TSCノード情報によって,他TSCノードのTSCドメインマネジャに,アプリケーションプログラムの位置情報を送信します。そのため,大きな値を指定すると,他TSCノードのTSCドメインマネジャに自TSCノード情報を送信する間隔が長くなり,他TSCノードから自TSCノードへのアプリケーションプログラムのメソッド要求に失敗することがあります。小さな値を指定する場合,他TSCノードのTSCドメインマネジャにTSCノード情報を送信する間隔が短くなります。その結果,ネットワークの負荷が高くなることがあります。

TSCノード情報を送信しない場合は,"0"を指定してください。

-TSCSendHostIntervalコマンドオプションに値を指定しても,-TSCSendHostオプションを指定しなければ無効になります。また,-TSCSendHost,-TSCSendInterval,および-TSCSendHostIntervalオプションの指定値によってTSCノード情報の送信の有無は異なります。

コマンドオプションの指定値とTSCノード情報の送信の関係を次の表に示します。

表5-2 tscdmstartコマンドのオプション指定値とTSCノード情報の送信の関係

-TSCSendHost-TSCSendHostInterval-TSCSendIntervalTSCノード情報の送信
指定あり00×
0以外×
0以外0
0以外
指定なし0×
0以外
指定なし無効無効×
(凡例)
○:送信されます。
×:送信されません。
注※
-TSCSendIntervalオプションを指定しない場合のデフォルト値(60秒)を含みます。

●-TSCForceStart

前回に強制終了または異常終了している場合に,TSCドメインマネジャを強制的に正常開始します。前回に管理していたTSCデーモンを強制終了し,管理情報を初期化してTSCドメインマネジャを開始します。このとき,TSCデーモンは再開始されません。
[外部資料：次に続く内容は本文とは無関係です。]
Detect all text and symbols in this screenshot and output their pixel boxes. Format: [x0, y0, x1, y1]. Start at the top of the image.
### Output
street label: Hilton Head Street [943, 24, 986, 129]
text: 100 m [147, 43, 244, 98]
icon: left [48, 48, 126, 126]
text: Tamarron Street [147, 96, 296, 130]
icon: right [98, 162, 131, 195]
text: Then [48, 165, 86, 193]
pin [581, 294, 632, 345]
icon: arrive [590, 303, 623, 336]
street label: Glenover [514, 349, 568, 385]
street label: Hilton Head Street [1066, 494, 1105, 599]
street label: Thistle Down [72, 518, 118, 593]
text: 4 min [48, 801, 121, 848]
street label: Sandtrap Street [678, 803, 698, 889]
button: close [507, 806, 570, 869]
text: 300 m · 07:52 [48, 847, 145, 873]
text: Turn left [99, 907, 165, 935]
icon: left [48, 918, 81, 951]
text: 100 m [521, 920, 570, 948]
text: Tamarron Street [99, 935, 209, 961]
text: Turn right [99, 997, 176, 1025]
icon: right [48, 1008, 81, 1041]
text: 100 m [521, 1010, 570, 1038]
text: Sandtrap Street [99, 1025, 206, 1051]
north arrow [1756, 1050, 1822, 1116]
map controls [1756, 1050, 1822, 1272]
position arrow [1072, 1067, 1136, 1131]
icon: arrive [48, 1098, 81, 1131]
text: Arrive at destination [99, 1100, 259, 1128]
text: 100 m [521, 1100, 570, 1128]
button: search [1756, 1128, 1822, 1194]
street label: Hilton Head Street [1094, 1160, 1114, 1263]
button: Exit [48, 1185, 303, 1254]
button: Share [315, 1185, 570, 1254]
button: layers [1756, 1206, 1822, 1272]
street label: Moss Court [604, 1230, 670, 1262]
前回に正常終了している場合は正常開始するため,-TSCForceStartオプションの指定は無視されます。

-TSCForceStartオプションは,-TSCAutoForceオプションと同時には指定できません。詳細については,「2.5.1 TSCドメインマネジャの開始形態」を参照してください。

●-TSCAutoForce

前回に強制終了または異常終了している場合に,前回の管理情報を引き継いでTSCドメインマネジャを自動強制開始します。前回の管理情報を正常に引き継げる場合は,終了前のシステム状態を復元できます。前回の管理情報を引き継げない場合は,-TSCForceStartオプションが指定されたときと同様の動作をします。

前回に正常終了している場合は正常開始するため,-TSCAutoForceオプションの指定は無視されます。
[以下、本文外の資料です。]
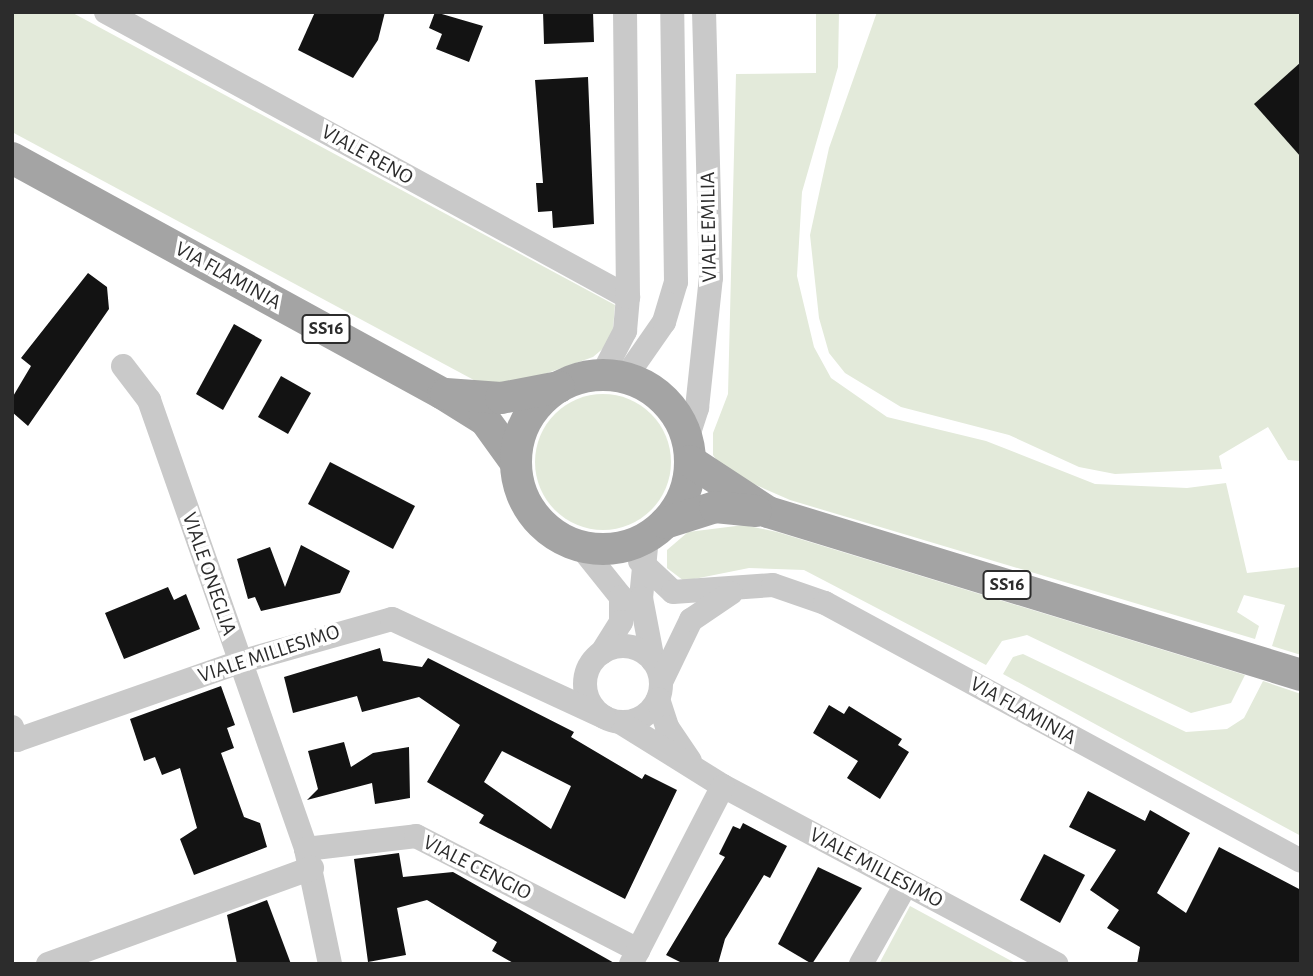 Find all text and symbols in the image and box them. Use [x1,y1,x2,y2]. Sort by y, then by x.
street label: VIALE RENO [317,119,417,191]
street label: VIALE EMILIA [695,171,723,283]
street label: VIA FLAMINIA [171,237,285,315]
road number: SS16 [302,314,350,344]
street label: VIALE ONEGLIA [176,509,242,639]
road number: SS16 [982,570,1032,600]
street label: VIALE MILLESIMO [195,619,343,689]
street label: VIA FLAMINIA [966,672,1080,750]
street label: VIALE MILLESIMO [805,822,947,914]
street label: VIALE CENGIO [419,830,535,906] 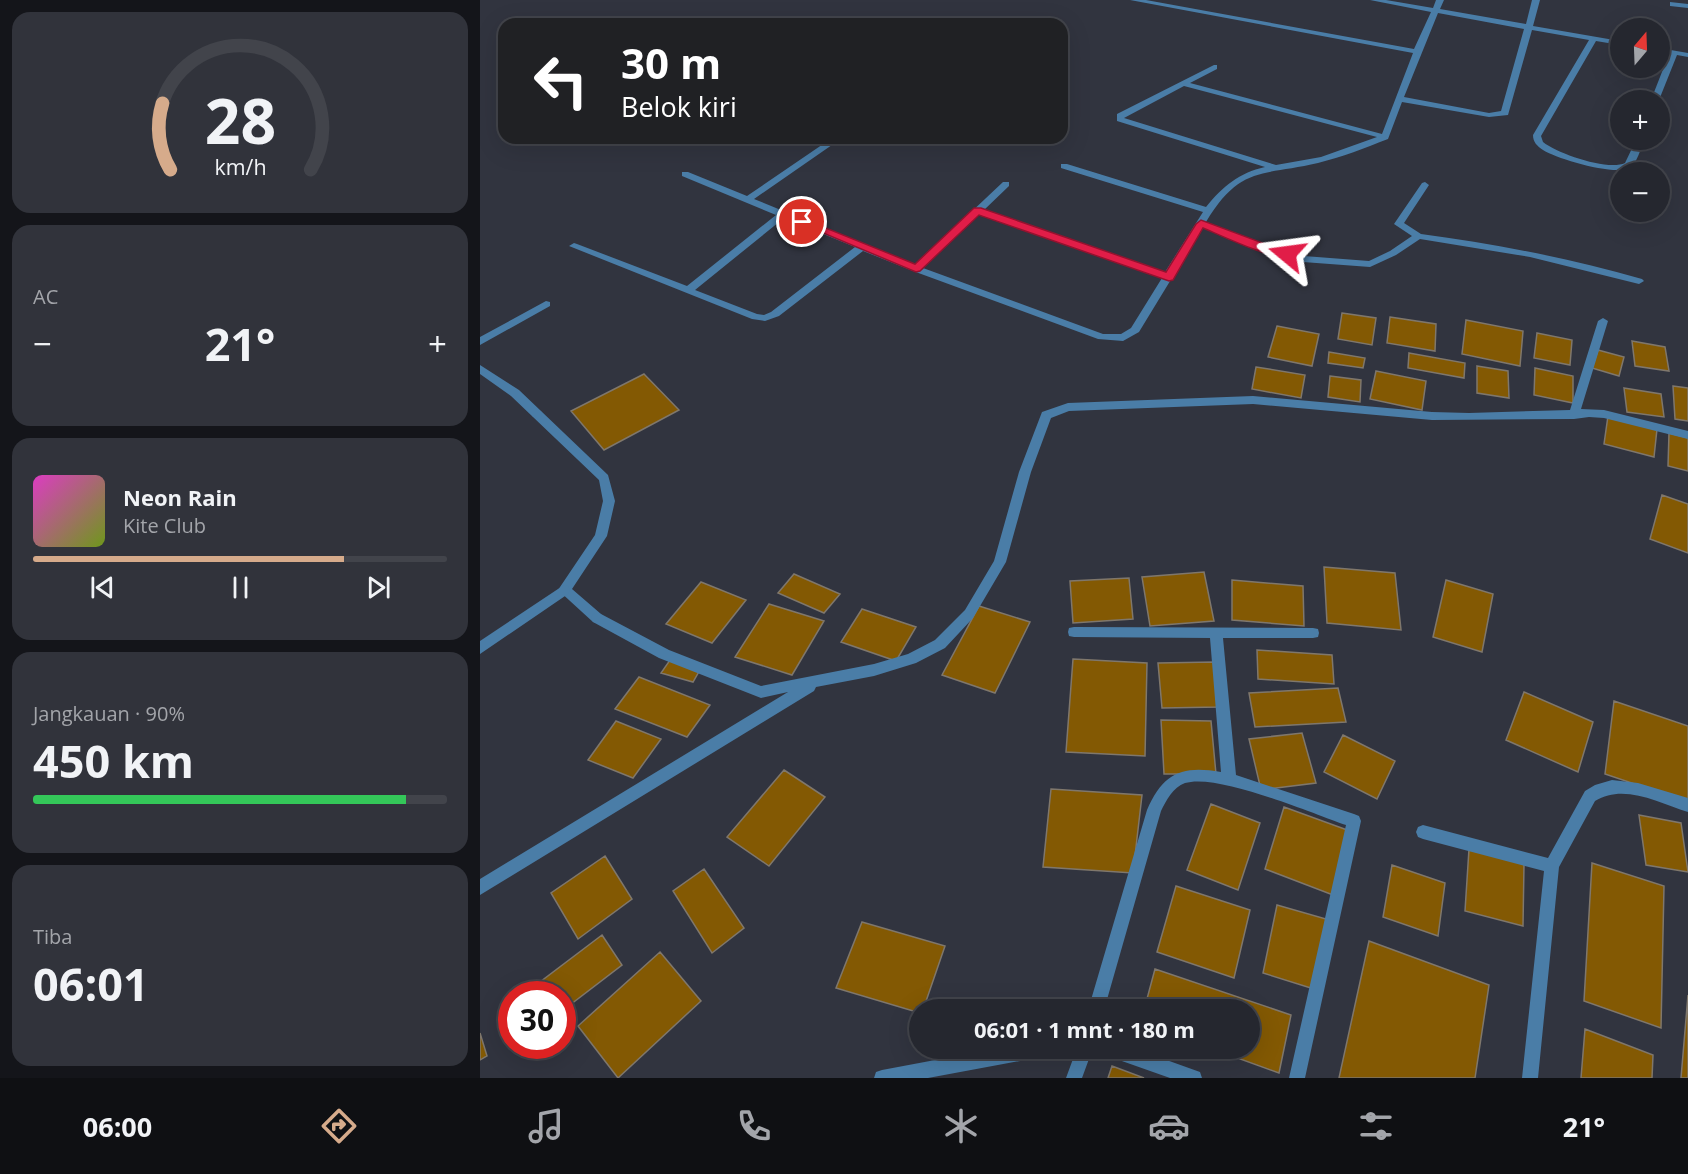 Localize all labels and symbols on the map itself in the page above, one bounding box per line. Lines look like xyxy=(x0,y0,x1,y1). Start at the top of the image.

-TSCAutoForceオプションは,-TSCForceStartオプションと同時には指定できません。詳細については,「2.5.1 TSCドメインマネジャの開始形態」を参照してください。

戻り値

このコマンドは次に示す戻り値をシェルに返してから,処理を終了します。

戻り値意味
0正常終了しました。
0以外コマンド処理中にエラーが発生したために異常終了しました。
出力されたメッセージに従って対策したあと,再度,コマンドを実行してください。